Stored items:
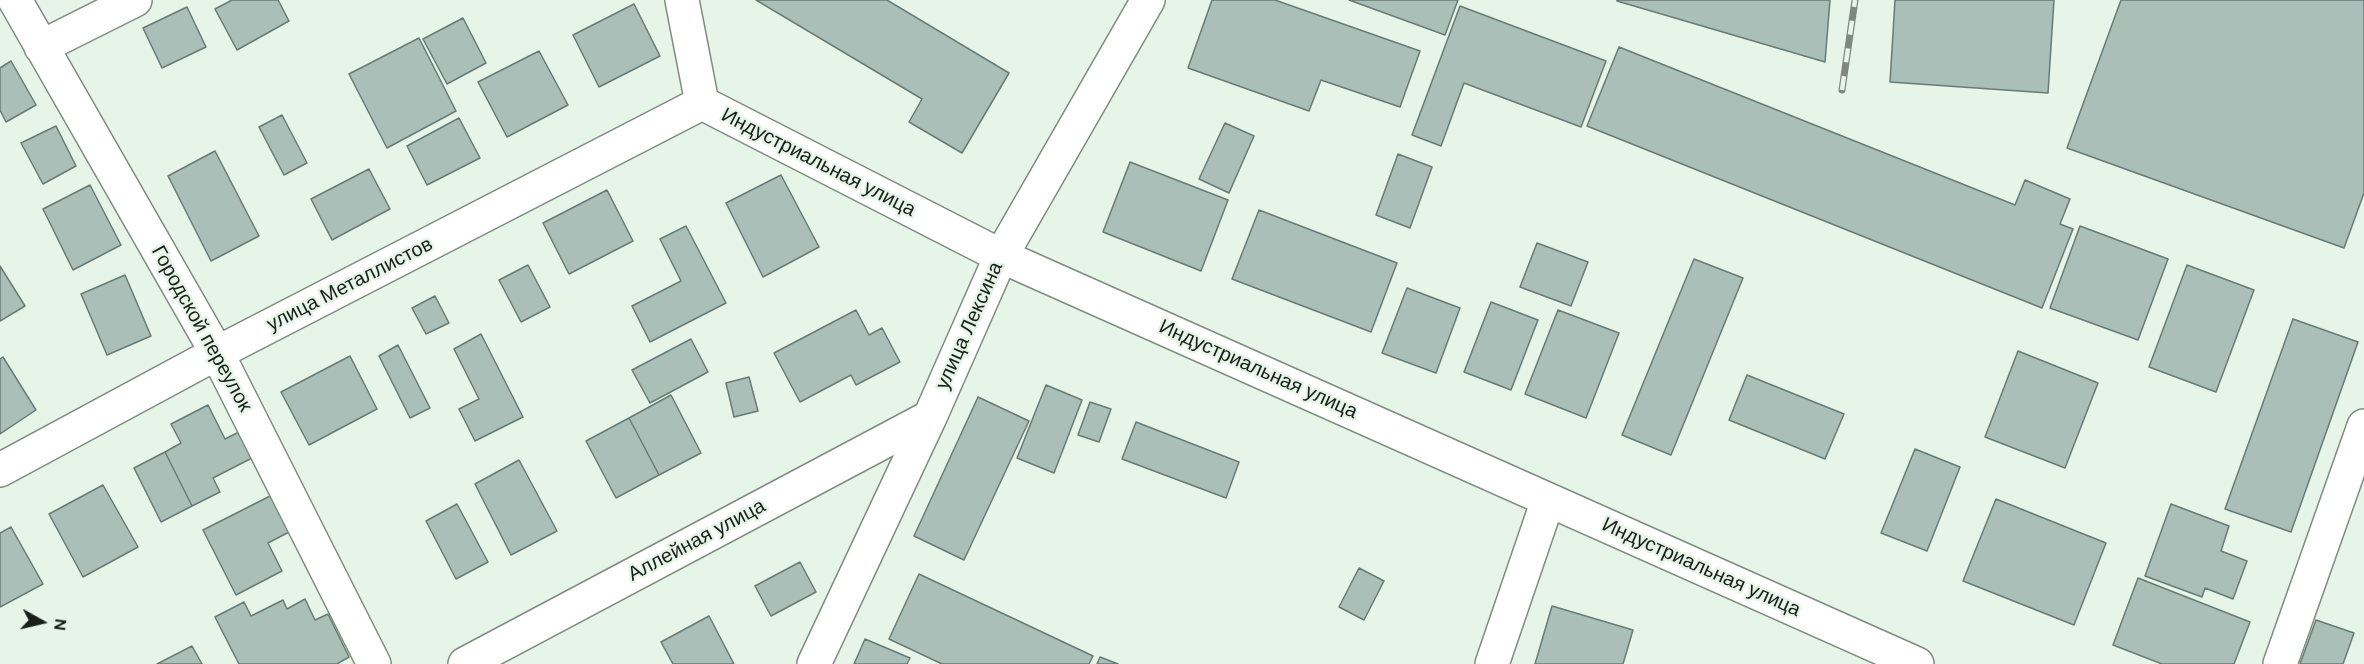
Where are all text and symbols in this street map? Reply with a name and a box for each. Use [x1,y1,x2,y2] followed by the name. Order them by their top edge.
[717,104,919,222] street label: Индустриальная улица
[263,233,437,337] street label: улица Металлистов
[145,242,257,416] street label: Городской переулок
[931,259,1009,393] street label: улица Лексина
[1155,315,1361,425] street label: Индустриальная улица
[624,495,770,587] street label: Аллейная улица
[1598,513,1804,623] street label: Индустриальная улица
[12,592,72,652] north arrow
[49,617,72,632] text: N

Requirement: Although the records above contain pictures, output every line exactly and leave the pictures out.

Exercise answer:
Where are all text and symbols in this street map? Reply with a name and a box for each. Use [x1,y1,x2,y2] followed by the name. Order them by their top edge.
[717,104,919,222] street label: Индустриальная улица
[263,233,437,337] street label: улица Металлистов
[145,242,257,416] street label: Городской переулок
[931,259,1009,393] street label: улица Лексина
[1155,315,1361,425] street label: Индустриальная улица
[624,495,770,587] street label: Аллейная улица
[1598,513,1804,623] street label: Индустриальная улица
[12,592,72,652] north arrow
[49,617,72,632] text: N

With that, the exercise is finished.